> **Aim of the task**:
Look through the material below for "evenodd". Copy every line that contains it.

> **Data for review**:
<<<<
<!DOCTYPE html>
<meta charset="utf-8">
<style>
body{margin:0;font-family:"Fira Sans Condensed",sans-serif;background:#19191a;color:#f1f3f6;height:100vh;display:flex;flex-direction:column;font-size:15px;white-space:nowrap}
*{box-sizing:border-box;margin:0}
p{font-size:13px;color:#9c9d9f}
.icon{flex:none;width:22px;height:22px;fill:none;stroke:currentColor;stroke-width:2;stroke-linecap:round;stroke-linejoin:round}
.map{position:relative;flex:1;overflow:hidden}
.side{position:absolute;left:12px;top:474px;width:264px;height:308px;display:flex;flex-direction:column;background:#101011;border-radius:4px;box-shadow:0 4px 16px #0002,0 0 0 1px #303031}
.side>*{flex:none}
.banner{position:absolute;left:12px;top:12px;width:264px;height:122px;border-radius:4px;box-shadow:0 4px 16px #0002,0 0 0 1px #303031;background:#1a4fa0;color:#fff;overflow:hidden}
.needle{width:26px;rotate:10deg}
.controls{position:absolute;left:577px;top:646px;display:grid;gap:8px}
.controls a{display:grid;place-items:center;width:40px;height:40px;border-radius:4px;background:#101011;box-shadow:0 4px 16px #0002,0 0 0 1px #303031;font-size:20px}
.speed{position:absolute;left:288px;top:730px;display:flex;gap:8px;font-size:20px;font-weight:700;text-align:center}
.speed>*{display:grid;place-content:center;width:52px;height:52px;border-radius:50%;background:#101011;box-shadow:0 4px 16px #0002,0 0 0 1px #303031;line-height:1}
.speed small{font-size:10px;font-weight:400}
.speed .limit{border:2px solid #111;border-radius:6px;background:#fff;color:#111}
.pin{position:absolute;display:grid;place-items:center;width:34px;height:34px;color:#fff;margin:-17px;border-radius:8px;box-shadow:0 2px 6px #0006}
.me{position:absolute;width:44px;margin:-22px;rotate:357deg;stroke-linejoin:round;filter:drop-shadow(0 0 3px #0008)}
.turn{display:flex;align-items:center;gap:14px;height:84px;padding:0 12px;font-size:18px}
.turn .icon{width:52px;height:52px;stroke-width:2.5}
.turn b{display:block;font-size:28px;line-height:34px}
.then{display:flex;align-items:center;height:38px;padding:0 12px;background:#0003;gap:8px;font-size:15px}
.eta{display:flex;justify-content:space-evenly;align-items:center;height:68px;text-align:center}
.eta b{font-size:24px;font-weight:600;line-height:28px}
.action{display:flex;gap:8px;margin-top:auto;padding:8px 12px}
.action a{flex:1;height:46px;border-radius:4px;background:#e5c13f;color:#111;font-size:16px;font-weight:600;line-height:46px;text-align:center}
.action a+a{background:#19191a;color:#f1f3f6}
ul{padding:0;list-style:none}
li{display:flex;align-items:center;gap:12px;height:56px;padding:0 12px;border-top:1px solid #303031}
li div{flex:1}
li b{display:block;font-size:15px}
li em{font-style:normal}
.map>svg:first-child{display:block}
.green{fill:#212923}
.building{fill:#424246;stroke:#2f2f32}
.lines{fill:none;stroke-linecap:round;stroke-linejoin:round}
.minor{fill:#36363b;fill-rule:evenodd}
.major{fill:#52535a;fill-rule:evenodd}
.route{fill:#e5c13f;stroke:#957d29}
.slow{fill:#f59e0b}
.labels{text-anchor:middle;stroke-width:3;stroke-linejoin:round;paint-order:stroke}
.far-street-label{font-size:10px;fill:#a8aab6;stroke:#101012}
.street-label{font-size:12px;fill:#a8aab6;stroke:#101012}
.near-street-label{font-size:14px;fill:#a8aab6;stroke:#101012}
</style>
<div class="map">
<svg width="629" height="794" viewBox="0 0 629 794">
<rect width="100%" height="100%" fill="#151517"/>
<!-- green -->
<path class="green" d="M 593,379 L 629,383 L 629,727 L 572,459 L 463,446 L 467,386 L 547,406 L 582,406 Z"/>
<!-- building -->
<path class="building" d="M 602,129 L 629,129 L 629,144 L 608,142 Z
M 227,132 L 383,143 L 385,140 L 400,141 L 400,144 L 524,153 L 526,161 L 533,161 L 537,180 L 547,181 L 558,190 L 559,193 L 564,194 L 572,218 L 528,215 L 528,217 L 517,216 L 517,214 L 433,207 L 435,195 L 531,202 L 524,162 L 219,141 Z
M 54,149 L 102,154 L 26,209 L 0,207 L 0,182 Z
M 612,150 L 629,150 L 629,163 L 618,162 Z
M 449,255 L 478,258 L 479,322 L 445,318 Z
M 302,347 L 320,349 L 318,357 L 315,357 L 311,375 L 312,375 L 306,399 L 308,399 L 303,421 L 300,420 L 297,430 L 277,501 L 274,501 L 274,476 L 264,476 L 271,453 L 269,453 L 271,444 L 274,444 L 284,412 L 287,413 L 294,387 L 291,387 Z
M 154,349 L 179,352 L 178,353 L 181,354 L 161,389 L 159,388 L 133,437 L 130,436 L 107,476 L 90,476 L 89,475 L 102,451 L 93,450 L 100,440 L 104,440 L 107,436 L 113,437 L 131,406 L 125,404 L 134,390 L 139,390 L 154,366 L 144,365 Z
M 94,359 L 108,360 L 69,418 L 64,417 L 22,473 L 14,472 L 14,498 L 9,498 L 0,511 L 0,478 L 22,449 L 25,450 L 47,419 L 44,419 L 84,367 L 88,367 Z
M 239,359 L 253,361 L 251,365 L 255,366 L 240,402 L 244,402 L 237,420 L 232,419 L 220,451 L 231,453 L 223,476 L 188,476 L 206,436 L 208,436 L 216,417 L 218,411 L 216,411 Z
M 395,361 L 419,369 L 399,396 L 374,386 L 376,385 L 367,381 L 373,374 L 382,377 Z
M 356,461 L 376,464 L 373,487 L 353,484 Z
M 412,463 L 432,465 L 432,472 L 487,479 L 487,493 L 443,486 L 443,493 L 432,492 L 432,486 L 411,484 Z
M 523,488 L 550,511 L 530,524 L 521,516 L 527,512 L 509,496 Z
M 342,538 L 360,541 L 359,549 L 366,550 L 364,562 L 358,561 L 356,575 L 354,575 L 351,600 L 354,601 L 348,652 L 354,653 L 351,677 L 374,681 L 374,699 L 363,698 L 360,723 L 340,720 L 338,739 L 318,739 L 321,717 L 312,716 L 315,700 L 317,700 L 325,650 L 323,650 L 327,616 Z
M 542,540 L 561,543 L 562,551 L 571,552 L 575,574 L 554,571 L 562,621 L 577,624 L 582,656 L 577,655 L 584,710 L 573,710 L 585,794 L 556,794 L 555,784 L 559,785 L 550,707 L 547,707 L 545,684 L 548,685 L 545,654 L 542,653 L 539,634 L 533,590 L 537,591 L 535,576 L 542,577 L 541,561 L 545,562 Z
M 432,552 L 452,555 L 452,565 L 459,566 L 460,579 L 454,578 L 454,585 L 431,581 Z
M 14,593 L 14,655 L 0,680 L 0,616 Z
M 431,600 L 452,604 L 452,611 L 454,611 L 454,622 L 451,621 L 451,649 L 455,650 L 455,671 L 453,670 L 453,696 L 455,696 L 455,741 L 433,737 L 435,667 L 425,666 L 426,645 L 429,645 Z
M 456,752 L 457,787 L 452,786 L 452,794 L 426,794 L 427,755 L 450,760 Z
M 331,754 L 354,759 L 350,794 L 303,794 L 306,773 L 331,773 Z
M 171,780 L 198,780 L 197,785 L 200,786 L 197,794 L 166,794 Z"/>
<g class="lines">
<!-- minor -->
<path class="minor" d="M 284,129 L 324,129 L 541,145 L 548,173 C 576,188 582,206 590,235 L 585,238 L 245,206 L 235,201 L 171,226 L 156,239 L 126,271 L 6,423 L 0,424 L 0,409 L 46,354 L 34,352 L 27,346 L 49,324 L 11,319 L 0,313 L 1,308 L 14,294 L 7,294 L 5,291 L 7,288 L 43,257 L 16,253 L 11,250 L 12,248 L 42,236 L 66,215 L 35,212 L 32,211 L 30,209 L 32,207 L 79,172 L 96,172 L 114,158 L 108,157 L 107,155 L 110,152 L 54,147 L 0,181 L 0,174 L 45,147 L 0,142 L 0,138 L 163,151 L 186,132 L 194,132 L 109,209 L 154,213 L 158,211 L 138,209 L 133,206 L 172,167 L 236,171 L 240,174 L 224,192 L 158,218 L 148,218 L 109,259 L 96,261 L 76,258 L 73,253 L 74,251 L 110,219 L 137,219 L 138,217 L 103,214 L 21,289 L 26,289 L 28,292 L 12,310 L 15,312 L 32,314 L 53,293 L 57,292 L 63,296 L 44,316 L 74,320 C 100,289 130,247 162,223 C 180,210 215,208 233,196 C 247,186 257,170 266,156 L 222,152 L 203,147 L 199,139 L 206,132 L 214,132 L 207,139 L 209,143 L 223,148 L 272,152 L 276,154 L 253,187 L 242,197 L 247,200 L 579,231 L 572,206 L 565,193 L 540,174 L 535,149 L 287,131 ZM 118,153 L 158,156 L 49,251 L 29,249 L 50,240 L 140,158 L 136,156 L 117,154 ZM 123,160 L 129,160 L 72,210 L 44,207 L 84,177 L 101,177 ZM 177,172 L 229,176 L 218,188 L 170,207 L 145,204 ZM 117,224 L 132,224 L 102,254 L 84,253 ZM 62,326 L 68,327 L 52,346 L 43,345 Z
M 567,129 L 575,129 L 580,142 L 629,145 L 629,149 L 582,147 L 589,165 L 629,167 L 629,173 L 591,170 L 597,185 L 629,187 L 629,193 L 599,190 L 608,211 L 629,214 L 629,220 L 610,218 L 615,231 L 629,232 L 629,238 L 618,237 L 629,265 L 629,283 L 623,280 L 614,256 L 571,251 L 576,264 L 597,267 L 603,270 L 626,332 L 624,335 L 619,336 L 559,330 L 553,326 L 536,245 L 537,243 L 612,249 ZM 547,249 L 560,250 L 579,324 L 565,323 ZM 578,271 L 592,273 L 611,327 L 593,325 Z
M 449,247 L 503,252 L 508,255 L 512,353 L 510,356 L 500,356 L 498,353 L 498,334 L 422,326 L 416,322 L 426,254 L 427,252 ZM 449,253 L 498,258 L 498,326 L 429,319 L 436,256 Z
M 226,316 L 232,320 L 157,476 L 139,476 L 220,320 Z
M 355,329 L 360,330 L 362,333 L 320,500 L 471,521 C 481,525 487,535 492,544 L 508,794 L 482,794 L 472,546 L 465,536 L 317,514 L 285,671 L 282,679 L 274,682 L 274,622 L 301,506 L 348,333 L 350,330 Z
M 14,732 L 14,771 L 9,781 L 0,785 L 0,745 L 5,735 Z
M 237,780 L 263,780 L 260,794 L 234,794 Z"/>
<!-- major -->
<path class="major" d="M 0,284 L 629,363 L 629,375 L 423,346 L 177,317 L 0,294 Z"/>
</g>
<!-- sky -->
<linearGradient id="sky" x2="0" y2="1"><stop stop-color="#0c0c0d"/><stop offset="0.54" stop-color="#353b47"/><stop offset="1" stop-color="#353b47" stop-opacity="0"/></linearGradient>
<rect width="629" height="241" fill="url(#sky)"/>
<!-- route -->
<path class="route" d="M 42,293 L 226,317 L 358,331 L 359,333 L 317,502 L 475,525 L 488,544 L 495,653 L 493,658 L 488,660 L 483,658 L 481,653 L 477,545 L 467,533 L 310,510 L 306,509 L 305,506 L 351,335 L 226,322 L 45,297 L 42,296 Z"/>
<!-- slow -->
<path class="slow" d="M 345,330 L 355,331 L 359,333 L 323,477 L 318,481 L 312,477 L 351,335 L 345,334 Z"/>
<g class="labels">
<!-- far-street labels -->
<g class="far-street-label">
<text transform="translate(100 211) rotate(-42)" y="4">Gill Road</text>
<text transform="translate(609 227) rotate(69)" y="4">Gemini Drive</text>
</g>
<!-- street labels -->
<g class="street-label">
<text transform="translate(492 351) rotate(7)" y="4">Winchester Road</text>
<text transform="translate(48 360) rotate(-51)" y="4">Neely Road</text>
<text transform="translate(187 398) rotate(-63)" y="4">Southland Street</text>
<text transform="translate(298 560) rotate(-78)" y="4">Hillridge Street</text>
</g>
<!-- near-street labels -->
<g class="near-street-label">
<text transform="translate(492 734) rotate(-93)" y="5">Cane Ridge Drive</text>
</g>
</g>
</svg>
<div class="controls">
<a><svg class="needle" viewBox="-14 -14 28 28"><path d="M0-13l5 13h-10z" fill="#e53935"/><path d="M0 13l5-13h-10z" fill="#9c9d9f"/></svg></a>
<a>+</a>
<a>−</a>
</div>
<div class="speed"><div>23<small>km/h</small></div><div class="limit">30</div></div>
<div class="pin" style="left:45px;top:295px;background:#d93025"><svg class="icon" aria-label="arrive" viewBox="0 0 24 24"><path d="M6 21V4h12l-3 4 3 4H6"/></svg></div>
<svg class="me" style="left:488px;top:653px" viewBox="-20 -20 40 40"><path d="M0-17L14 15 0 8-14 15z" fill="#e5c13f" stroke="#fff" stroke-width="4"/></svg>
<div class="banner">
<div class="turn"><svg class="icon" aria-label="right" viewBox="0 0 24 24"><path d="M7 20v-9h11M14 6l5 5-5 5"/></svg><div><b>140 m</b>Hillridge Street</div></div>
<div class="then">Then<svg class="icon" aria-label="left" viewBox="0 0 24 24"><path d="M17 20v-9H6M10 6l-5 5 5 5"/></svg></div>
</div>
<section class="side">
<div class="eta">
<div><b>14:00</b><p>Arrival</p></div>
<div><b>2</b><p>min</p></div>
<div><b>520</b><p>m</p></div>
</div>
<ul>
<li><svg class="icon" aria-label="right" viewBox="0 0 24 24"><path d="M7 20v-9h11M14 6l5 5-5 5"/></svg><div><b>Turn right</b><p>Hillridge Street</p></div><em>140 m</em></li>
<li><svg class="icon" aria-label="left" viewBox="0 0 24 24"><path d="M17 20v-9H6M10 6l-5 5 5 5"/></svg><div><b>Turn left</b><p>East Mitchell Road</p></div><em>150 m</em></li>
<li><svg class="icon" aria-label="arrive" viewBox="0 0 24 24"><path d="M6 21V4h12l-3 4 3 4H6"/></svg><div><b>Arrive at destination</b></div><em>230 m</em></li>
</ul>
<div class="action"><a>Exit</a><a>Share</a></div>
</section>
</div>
>>>>
> **Response**:
.minor{fill:#36363b;fill-rule:evenodd}
.major{fill:#52535a;fill-rule:evenodd}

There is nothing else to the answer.